Un Lumbalú Para El Árbol De Los Recuerdos
Por Juan V Gutiérrez Magallanes
El árbol agonizaba, el vertimiento de savia blanca dejaba ver la viscosidad de su estructura, parecía que escuchaba el trino de los críos de las Mariamulatas, esperaba el inicio del canto a manera de un Lumbalú que organizaban los que allí vivían gran parte de sus vidas.
Allí estaban los loteros, el zapatero, el vendedor de minutos, el de agua, todos estaban congregados en medio de cantos lastimeros, narraban los momentos que pasaron bajo la égida del árbol de Caucho, el cuadro más dramático lo mostraban las Mariamulatas cobijando a sus pequeños, quedaban estáticas ante la mirada de quienes presenciaban la muerte del árbol, dejaban que las manos caritativas de algunas señoras tomaran a sus críos y, les brindaran protección hasta cuando los aires permitieran el vuelo.
A pocos metros de las raíces entristecidas de aquel gigante derrumbado se hallaba un músico sanjacintero interpretando unas notas del Ave María, de Mozart, quien se dejaba interrumpir por la percusión de un tambor, marcado con las iniciales de la palenquera Graciela.
El mayor esplendor ocurrió cuando participaron los Coros del Colegio de la Perimetral, entonaron una canción compuesta por niños de la enseñanza primaria. Cuando terminaron, entonces se dejó escuchar un grito surgido de entre las aguas de la bahía, lamento de algas que flotaban convulsionándose por la muerte del hermano, porque el caucho era considerado como un hermano, como lo expresaba una señora cartagenera que narraba sus historias alrededor de aquel gigante y acariciaba sus hojas con la ternura de una hermana. Sufría al experimentar el dolor por la muerte de aquel ser que a diario la saludaba con la voz más refrescante de la mañana para afianzar los sueños de la esperanza.
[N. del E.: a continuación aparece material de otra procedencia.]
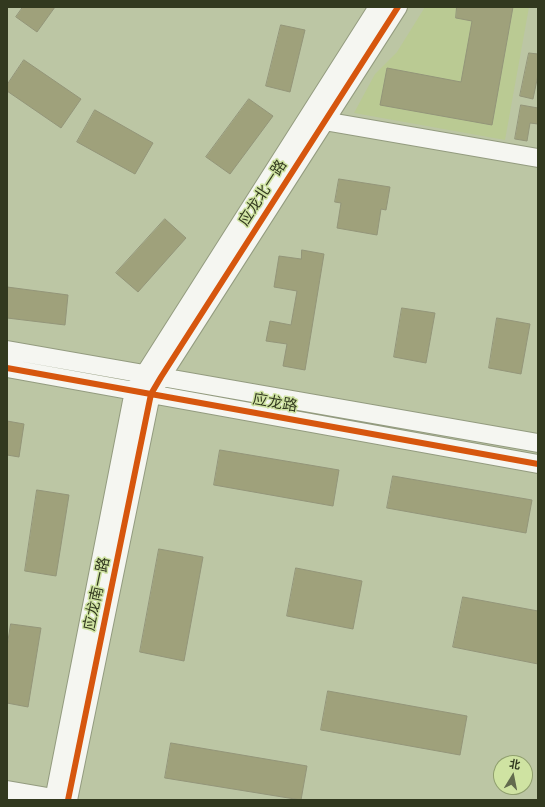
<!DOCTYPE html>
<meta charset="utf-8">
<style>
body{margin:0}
#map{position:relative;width:545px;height:807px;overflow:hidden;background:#bcc6a4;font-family:"PT Sans Narrow","Noto Sans SC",sans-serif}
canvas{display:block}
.frame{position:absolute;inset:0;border:8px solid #32391f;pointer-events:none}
.north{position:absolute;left:493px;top:755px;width:40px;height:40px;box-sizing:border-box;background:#cfe3a2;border:1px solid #909f6e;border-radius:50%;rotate:10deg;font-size:11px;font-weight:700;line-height:16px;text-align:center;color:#32391f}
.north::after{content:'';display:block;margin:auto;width:14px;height:18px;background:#626a4e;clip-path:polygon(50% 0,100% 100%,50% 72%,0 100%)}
</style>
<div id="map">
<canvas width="545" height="807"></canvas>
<div class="frame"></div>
<div class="north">北</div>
</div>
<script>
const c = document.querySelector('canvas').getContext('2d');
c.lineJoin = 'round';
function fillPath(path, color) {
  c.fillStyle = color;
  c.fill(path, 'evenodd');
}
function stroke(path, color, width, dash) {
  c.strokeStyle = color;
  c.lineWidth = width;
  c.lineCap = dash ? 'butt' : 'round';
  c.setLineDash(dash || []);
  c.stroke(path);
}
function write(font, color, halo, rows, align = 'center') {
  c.font = font + ' "PT Sans Narrow","Noto Sans SC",sans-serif';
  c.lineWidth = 3;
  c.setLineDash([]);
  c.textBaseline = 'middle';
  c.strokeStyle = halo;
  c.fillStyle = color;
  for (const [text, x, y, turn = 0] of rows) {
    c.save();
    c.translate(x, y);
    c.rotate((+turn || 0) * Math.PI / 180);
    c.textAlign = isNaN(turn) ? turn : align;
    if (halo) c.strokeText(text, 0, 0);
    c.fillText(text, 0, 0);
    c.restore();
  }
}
const built = new Path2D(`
 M425 7H529L505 140 354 113 375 74 397 52Z`);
const building = new Path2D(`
 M23 7H55L37 32 16 17Z
 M457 7H513L492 125 380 105 387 68 461 82 472 21 456 18Z
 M281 25 305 30 290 92 266 86Z
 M529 53 538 54V75L533 99 520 96Z
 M24 60 81 99 61 128 7 91V85Z
 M249 99 273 116 230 174 206 157Z
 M521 105 538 108V124L530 123 527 141 515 139Z
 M95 110 153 143 135 174 77 142Z
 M339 179 390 187 386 210 381 209 377 235 337 228 341 203 335 202Z
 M165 219 186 238 138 292 116 273Z
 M302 250 324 254 305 370 283 366 287 344 266 341 270 321 291 325 297 291 274 287 279 256 301 259Z
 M7 287 68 295 65 325 7 318Z
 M402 308 435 313 426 363 394 357Z
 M497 318 530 324 521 374 489 368Z
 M7 421 24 424 19 457 7 455Z
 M220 450 339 470 333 506 214 485Z
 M393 476 532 500 526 533 387 508Z
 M37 490 69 495 56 576 25 571Z
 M159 549 203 557 184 661 140 652Z
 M296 568 362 581 353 629 287 616Z
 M463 597 538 611V664L453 647Z
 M11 624 41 628 28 707 7 703V647Z
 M328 691 467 716 460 755 321 730Z
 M171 743 307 766 301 800 165 778Z`);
const minor = new Path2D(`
 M324 121 538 158
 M7 350 538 443
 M7 368 538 464
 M7 790 65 800
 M54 800 134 391 378 7
 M68 800 151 394 161 377 398 7`);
const cycleway = new Path2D(`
 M7 368 538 464
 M68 800 151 394 161 377 398 7`);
const streetNames = [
 ["应龙北一路",263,193,-57],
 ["应龙路",275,403,10],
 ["应龙南一路",97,594,-78]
];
fillPath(built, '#baca93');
fillPath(building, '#9fa17b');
stroke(building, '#939579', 1);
stroke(minor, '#939b7f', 20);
stroke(minor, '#f5f6f1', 18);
stroke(cycleway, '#d6560e', 6);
write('15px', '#32391f', '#cfe3a2', streetNames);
</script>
Aún se lograba apreciar la impronta de los recuerdos en el verdor de las hojas agonizantes. La mujer se entristecería por no tener las voces de las hojas ni el canto de las aves que se posaban en el seno de las ramas del Caucho fallecido.
Aquel gigante, era un oasis donde nos abrevábamos en la juventud para mantener la frescura de las palabras y poder soñar con los buenos tiempos que estaban por llegar, él era el ícono de las comunicaciones con el mundo, a través de sus raíces partían los mensajes de la red telefónica de aquel momento. Cuando nos deteníamos allí, la grandeza del mundo se convertía en una pequeña esfera que podíamos dominar, quizás porque la frescura del látex llegaba a nuestras neuronas y dejaba ver la realidad del Cosmos.
Nada extraño había en poder comunicarnos con otras personas, como lo hacían nuestros antepasados.
Llegaron representantes de toda la flora cartagenera, las palmeras resaltaron la labor bondadosa de brindar el oxígeno a los estudiantes que llegaban buscando el refugio de sus hojas y la paciencia de sus ramas para escuchar los sueños de los adolescentes.
Sueños que dejaban la impronta de la vehemencia con que los jóvenes compartían sus esperanzas con el trino de las Mariamulatas.
El frondoso árbol se mostraba tupido de pulmones laminares, conservadores del oxígeno combinado con el verde que regalaban a las mariposas para conformar la policromía de sus alas.
Aquel árbol nunca debía morir, llevaba con alegría el color de la esperanza, sabía guardar los secretos de hombres legendarios que usaban el látex de sus venas en la construcción de flautas que servían para interpretar el canto de Eolo y calmar su furia en bien de la quietud de las olas del Mar Caribe.